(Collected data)

BEGIN

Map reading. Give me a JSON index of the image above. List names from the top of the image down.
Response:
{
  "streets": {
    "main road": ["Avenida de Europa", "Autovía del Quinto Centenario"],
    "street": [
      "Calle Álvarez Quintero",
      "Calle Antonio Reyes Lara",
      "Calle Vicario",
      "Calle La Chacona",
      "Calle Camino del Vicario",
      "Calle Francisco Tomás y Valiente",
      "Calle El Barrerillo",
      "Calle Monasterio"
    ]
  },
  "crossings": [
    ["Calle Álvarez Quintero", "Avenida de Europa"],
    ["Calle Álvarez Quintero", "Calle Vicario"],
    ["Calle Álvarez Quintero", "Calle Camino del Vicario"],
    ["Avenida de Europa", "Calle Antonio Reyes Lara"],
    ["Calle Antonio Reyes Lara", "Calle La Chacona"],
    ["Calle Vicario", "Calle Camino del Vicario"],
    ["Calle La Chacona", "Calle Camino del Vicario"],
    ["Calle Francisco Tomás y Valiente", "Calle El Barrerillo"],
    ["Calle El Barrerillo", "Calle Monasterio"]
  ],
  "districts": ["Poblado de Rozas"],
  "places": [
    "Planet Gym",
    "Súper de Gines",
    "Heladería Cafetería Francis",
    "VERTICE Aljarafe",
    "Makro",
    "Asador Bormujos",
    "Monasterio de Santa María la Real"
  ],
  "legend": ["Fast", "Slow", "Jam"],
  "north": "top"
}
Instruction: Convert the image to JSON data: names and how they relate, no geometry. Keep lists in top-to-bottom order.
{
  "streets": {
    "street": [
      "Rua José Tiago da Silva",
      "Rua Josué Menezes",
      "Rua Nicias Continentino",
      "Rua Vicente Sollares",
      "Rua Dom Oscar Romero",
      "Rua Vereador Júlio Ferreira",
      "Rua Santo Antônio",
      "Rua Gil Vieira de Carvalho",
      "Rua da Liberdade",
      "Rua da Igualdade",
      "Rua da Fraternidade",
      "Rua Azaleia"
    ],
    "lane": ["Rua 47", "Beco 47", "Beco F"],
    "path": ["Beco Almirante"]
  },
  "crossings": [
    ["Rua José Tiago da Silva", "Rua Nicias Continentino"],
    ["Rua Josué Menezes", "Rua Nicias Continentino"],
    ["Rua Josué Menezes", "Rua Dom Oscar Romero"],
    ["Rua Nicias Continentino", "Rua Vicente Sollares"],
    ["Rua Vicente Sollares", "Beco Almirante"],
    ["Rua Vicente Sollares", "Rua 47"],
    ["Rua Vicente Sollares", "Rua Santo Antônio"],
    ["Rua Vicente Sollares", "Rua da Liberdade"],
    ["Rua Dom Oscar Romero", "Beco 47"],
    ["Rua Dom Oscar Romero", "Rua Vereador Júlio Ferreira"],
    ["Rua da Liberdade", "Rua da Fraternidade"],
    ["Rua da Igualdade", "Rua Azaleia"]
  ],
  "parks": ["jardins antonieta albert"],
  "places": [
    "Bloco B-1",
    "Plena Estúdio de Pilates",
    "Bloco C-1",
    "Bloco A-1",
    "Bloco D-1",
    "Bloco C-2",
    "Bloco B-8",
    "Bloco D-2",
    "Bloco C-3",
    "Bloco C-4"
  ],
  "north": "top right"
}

END

### What you have to do
What you return should be the records above, repeated exactly.

### Answer area
Map reading. Give me a JSON index of the image above. List names from the top of the image down.
Response:
{
  "streets": {
    "main road": ["Avenida de Europa", "Autovía del Quinto Centenario"],
    "street": [
      "Calle Álvarez Quintero",
      "Calle Antonio Reyes Lara",
      "Calle Vicario",
      "Calle La Chacona",
      "Calle Camino del Vicario",
      "Calle Francisco Tomás y Valiente",
      "Calle El Barrerillo",
      "Calle Monasterio"
    ]
  },
  "crossings": [
    ["Calle Álvarez Quintero", "Avenida de Europa"],
    ["Calle Álvarez Quintero", "Calle Vicario"],
    ["Calle Álvarez Quintero", "Calle Camino del Vicario"],
    ["Avenida de Europa", "Calle Antonio Reyes Lara"],
    ["Calle Antonio Reyes Lara", "Calle La Chacona"],
    ["Calle Vicario", "Calle Camino del Vicario"],
    ["Calle La Chacona", "Calle Camino del Vicario"],
    ["Calle Francisco Tomás y Valiente", "Calle El Barrerillo"],
    ["Calle El Barrerillo", "Calle Monasterio"]
  ],
  "districts": ["Poblado de Rozas"],
  "places": [
    "Planet Gym",
    "Súper de Gines",
    "Heladería Cafetería Francis",
    "VERTICE Aljarafe",
    "Makro",
    "Asador Bormujos",
    "Monasterio de Santa María la Real"
  ],
  "legend": ["Fast", "Slow", "Jam"],
  "north": "top"
}
Instruction: Convert the image to JSON data: names and how they relate, no geometry. Keep lists in top-to-bottom order.
{
  "streets": {
    "street": [
      "Rua José Tiago da Silva",
      "Rua Josué Menezes",
      "Rua Nicias Continentino",
      "Rua Vicente Sollares",
      "Rua Dom Oscar Romero",
      "Rua Vereador Júlio Ferreira",
      "Rua Santo Antônio",
      "Rua Gil Vieira de Carvalho",
      "Rua da Liberdade",
      "Rua da Igualdade",
      "Rua da Fraternidade",
      "Rua Azaleia"
    ],
    "lane": ["Rua 47", "Beco 47", "Beco F"],
    "path": ["Beco Almirante"]
  },
  "crossings": [
    ["Rua José Tiago da Silva", "Rua Nicias Continentino"],
    ["Rua Josué Menezes", "Rua Nicias Continentino"],
    ["Rua Josué Menezes", "Rua Dom Oscar Romero"],
    ["Rua Nicias Continentino", "Rua Vicente Sollares"],
    ["Rua Vicente Sollares", "Beco Almirante"],
    ["Rua Vicente Sollares", "Rua 47"],
    ["Rua Vicente Sollares", "Rua Santo Antônio"],
    ["Rua Vicente Sollares", "Rua da Liberdade"],
    ["Rua Dom Oscar Romero", "Beco 47"],
    ["Rua Dom Oscar Romero", "Rua Vereador Júlio Ferreira"],
    ["Rua da Liberdade", "Rua da Fraternidade"],
    ["Rua da Igualdade", "Rua Azaleia"]
  ],
  "parks": ["jardins antonieta albert"],
  "places": [
    "Bloco B-1",
    "Plena Estúdio de Pilates",
    "Bloco C-1",
    "Bloco A-1",
    "Bloco D-1",
    "Bloco C-2",
    "Bloco B-8",
    "Bloco D-2",
    "Bloco C-3",
    "Bloco C-4"
  ],
  "north": "top right"
}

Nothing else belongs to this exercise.